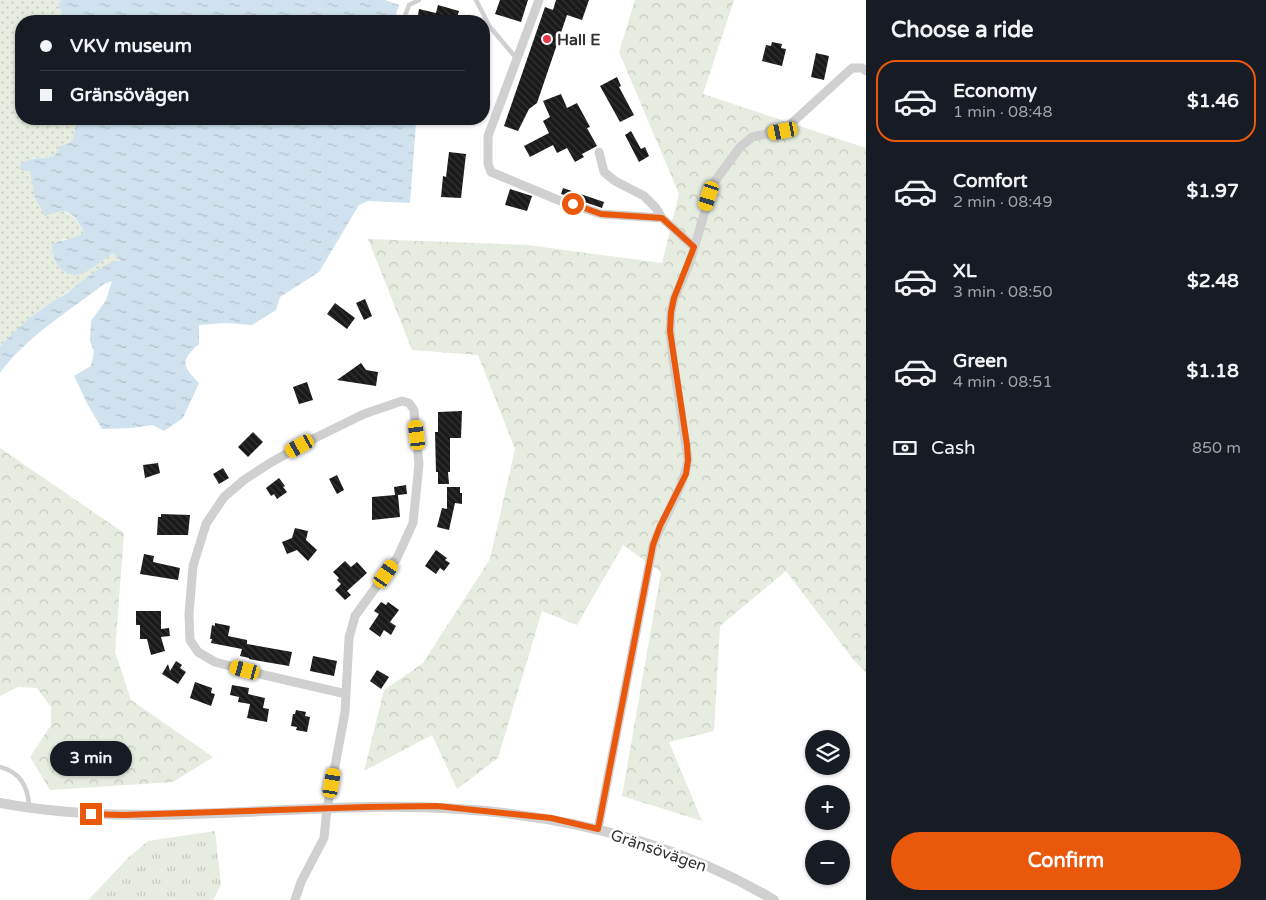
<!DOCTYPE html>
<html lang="en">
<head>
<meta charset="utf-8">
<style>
  :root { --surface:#171b24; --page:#242831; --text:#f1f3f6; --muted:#9ea1a6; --line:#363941; --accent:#ea580c }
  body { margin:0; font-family:"Varela Round",sans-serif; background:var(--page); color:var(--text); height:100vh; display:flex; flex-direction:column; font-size:19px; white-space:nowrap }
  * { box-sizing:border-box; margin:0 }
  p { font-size:16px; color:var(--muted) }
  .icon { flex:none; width:28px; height:28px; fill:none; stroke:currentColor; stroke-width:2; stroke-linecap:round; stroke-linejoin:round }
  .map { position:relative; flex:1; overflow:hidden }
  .details { display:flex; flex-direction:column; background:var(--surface); width:400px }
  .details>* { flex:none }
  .guide { position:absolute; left:15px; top:15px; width:475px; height:110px; border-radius:20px; box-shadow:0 1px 4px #0004; display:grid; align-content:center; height:110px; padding:0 25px; background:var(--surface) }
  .buttons { position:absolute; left:805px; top:730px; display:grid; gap:10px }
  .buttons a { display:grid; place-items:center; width:45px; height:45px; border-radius:50%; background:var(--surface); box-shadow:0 1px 4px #0004; font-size:25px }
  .end { position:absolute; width:22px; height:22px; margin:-11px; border:6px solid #ea580c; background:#fff; box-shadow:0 0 0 2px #fff }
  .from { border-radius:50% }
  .bubble { position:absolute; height:35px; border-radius:18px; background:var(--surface); box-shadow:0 1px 4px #0004; font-size:16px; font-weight:800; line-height:35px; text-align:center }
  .car { position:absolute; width:15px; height:30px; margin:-15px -8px; border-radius:6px; box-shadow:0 0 4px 1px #0007; background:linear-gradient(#f5c518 24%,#345 0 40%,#f5c518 0 76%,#345 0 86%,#f5c518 0) }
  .guide b { display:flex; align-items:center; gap:18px; height:48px; font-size:19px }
  .guide b+b { border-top:1px solid var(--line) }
  .guide i { width:12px; height:12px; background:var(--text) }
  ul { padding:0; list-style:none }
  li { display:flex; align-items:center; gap:15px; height:82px; margin:0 10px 8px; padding:0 15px; border:2px solid transparent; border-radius:20px }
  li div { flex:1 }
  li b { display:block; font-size:19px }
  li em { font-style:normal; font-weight:800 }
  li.current { border-color:var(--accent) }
  li>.icon { width:45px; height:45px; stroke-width:1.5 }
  h2 { padding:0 25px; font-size:22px; line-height:60px }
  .pay { display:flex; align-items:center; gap:12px; height:55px; padding:0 25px; font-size:19px }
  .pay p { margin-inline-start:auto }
  .action { display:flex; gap:10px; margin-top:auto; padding:10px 25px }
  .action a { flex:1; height:58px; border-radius:30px; background:var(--accent); color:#fff; font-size:20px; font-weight:800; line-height:58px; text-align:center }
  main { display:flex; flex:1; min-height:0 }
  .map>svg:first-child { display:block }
</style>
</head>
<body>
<main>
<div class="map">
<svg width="866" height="900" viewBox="0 0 866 900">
  <defs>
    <pattern id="grass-tufts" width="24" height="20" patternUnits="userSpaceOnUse" patternTransform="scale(1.25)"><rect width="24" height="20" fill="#e6ecdf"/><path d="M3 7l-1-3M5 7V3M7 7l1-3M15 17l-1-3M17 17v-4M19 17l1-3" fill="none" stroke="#c6cbc0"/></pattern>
    <pattern id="forest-crowns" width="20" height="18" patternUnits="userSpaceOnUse" patternTransform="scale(1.25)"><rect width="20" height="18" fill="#e6ecdf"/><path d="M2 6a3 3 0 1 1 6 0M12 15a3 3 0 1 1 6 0" fill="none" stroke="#c6cbc0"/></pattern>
    <pattern id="park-dots" width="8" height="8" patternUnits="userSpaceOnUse" patternTransform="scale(1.25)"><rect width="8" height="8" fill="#e6ecdf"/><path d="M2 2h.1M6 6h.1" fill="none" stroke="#c6cbc0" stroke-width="1.8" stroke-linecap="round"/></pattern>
    <pattern id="water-ripples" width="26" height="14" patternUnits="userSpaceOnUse" patternTransform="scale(1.25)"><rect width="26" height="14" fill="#cfe2ee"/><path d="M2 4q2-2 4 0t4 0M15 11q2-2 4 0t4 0" fill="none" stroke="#b2c2cd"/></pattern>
    <pattern id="building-back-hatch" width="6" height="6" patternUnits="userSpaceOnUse" patternTransform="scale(1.25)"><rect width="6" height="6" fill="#1a1a1a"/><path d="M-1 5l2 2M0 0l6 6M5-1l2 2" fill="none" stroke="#333"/></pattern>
  </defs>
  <rect width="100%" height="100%" fill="#fff"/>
  <polygon fill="url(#grass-tufts)" points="215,831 221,885 213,900 88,900 129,857 148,841"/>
  <g fill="url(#forest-crowns)">
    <polygon points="635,0 734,0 703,94 866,148 866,673 852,658 786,571 720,626 714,731 669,742 702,821 622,796 661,572 623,545 577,625 542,611 498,758 457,789 432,735 364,771 384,690 423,663 490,559 515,449 478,355 412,350 368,239 527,245 662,263 679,194 619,52"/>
    <polygon points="0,448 124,533 115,652 131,700 213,757 173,782 50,790 30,757 51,725 51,707 37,688 18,687 0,696"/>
  </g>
  <path fill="url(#park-dots)" d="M 0,0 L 61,0 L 58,4 L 64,21 L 21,21 L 21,119 L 77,119 L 72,142 L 53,157 L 32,158 L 30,171 L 58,211 C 73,212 78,221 84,234 L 71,240 L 63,239 L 52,252 C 56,264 58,271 72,273 C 88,275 100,262 113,253 L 121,260 L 120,262 L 116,261 L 50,303 L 28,319 L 0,346 Z"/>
  <g fill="url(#water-ripples)">
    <polygon points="61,0 385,0 399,5 394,21 64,21 58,4"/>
    <path d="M 77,119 L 413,119 L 416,123 L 410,203 L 368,201 L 359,205 L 319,272 L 280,297 L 276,310 L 252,325 L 226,323 L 199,325 L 199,344 C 180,361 182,366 199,383 L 183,418 L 164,431 L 153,425 L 131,428 L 102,429 L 88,405 L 74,376 L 91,366 L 94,352 L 90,341 L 91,321 L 106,300 L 112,281 L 104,284 C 68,312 27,336 0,373 L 0,346 L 28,319 L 50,303 L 67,293 L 94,272 L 114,261 L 121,261 L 113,253 C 98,263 78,285 61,269 C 54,262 52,254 52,244 C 64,239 73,240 84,233 C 74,213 69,206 45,216 L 35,197 L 30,171 L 21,170 L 20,164 C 24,162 28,160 32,159 C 45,155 54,163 60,146 L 72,142 Z"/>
  </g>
  <g fill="url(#building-back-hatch)">
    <polygon points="500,0 528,0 521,22 495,14"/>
    <polygon points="556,0 589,0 582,20 567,15 537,103 529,109 518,131 504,126 545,7 553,10"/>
    <polygon points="438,5 459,11 456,21 417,21 419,9 436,13"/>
    <polygon points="772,42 782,44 781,48 786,49 782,66 762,61 766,45 771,46"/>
    <polygon points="816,53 829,56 824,80 811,77"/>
    <polygon points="617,77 621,86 619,87 634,115 620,122 600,86"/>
    <polygon points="561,94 567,108 577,103 590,127 587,128 597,146 582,154 584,157 575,162 567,148 557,153 553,145 530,157 524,146 549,133 543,121 550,117 543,101"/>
    <polygon points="631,131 641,149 645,147 649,156 639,162 625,135"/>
    <polygon points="449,152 466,154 461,198 441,197 443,176 446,177"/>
    <polygon points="563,188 604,202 602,208 561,194"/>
    <polygon points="510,189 532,196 527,211 505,205"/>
    <polygon points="365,299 372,316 364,320 356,303"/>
    <polygon points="335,303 355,318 347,329 327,314"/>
    <polygon points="361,363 366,370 378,372 376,386 337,380"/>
    <polygon points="307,382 313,400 299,404 293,387"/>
    <polygon points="462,411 461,438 450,438 450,472 448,472 449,484 438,484 438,472 436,472 435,432 438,432 438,412"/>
    <polygon points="253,432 263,442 248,457 238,447"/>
    <polygon points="158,463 160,473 145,478 143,465"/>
    <polygon points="223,468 229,478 219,484 213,474"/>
    <polygon points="337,475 344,490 337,494 329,479"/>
    <polygon points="279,478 285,486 283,487 287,492 277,499 274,494 271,496 266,488"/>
    <polygon points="406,485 407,494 398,495 400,517 372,520 372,497 395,495 394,487"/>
    <polygon points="447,487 460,487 460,493 462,493 462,504 455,503 449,530 437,527 442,508 447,509"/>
    <polygon points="161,514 190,515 188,535 157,535 158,517 161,517"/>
    <polygon points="295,528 308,531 306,540 317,550 308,561 297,550 287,554 282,542 292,538"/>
    <polygon points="436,550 447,558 445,560 450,563 444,571 440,568 436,574 425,566"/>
    <polygon points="144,554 154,556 153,562 180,568 178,580 140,574"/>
    <polygon points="345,561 351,567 357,562 367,573 347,591 351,595 345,600 335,590 341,584 337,580 339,578 333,572"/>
    <polygon points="381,602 386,605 388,602 399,610 390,622 396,626 391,635 384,630 380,637 369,629 379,614 374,611"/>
    <polygon points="136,611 161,611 161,629 169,628 170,636 161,637 165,651 151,655 147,639 140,639 140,625 136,625"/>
    <polygon points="215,623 230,626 228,636 247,640 247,644 292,652 289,666 249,659 249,658 240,656 242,649 211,643 212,639 210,639 212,625 215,626"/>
    <polygon points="313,656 337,661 334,676 310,671"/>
    <polygon points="176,661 182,665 180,668 186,672 178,684 162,674 168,664 170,671"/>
    <polygon points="377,670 389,677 381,689 370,681"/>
    <polygon points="195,682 212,688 211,693 215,694 211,706 190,698"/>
    <polygon points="232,685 249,688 248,694 265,698 263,708 269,709 267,722 247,718 250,704 238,702 239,697 230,695"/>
    <polygon points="296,710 306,712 305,716 310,717 307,732 296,730 297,727 291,726 293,714 295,714"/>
  </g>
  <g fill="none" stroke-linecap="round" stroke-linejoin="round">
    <g stroke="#d0d0d0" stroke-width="4.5">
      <polyline points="476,0 490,27 517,59"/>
      <polyline points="403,21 409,5 419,0"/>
      <path d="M 0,767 C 20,772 28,786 29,806"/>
    </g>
    <g stroke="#d0d0d0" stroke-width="9">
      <polyline points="539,0 488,136 488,164 491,172 558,200 601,214 662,218 694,247"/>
      <polyline points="599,152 604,172 615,181 644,196 656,208 662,218"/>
      <path d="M 598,829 L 653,545 C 664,516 683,490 688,460 L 673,359 L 670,331 L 671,312 L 674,299 L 690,262 L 713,184 L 740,147 L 752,137 L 783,131 L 852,68 L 862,68 L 866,71"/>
      <polyline points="295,900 301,882 324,838 327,809 345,712 349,638 355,616 397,558 413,523 419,464 414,410 409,403 402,401 364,414 315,438 270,463 244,480 224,497 206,524 193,566 189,614 190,640 198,652 215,662 260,674 346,694"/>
    </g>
    <path stroke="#d0d0d0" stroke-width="10" d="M 0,803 C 122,826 246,809 369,807 C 510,804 651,827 774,900"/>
  </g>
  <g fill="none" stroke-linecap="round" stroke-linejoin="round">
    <polyline stroke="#ea580c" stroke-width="6" points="91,814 123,815 367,807 437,806 551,818 598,829 653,545 660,526 686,474 688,460 687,445 670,331 671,312 674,298 694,247 662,218 601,214 573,204"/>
  </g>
  <circle fill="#e63946" stroke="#fff" stroke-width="2" cx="547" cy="39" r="5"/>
  <g text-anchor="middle" stroke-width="5" stroke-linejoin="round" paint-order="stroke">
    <g font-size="16" font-weight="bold" fill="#333" stroke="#fff" text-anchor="start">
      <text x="557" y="45">Hall E</text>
    </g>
    <g font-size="16" fill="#333" stroke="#fff">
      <text transform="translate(659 850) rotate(19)" y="6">Gränsövägen</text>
    </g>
  </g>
</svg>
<div class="buttons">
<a><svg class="icon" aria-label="layers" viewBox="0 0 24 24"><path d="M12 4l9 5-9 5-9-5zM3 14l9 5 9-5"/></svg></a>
<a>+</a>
<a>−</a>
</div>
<i class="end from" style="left:573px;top:204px"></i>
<i class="end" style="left:91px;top:814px"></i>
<div class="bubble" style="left:50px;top:741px;width:82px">3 min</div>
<i class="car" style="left:783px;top:131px;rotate:259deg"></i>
<i class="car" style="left:709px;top:196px;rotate:198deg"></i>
<i class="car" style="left:417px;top:435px;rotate:353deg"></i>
<i class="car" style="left:300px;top:446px;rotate:241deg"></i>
<i class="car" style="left:386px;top:574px;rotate:35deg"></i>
<i class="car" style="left:245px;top:670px;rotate:285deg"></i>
<i class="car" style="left:332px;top:783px;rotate:10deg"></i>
<div class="guide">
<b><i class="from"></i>VKV museum</b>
<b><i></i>Gränsövägen</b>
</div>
</div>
<section class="details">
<h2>Choose a ride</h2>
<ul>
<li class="current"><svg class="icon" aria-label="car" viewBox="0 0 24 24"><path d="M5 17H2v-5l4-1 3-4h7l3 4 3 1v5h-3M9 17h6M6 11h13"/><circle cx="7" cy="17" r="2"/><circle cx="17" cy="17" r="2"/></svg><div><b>Economy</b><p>1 min · 08:48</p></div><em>$1.46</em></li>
<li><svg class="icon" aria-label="car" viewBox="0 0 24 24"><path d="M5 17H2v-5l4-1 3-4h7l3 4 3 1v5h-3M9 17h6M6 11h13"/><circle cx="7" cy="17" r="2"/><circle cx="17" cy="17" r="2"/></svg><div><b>Comfort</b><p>2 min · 08:49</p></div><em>$1.97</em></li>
<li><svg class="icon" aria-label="car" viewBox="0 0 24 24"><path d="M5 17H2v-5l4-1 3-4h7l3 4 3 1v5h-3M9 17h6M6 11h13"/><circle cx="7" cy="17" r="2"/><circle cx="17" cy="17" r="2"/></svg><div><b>XL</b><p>3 min · 08:50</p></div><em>$2.48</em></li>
<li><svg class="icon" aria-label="car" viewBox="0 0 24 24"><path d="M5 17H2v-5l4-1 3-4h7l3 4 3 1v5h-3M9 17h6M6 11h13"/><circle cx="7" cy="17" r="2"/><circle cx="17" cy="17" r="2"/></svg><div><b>Green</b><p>4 min · 08:51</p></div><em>$1.18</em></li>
</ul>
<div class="pay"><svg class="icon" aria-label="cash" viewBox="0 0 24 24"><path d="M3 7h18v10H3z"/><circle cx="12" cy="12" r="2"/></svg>Cash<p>850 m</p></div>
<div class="action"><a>Confirm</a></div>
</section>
</main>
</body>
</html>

******************************

Instructions to follow. I need each line of the entries that holds the string "body" located and copied.

Exercise output.
  body { margin:0; font-family:"Varela Round",sans-serif; background:var(--page); color:var(--text); height:100vh; display:flex; flex-direction:column; font-size:19px; white-space:nowrap }
<body>
</body>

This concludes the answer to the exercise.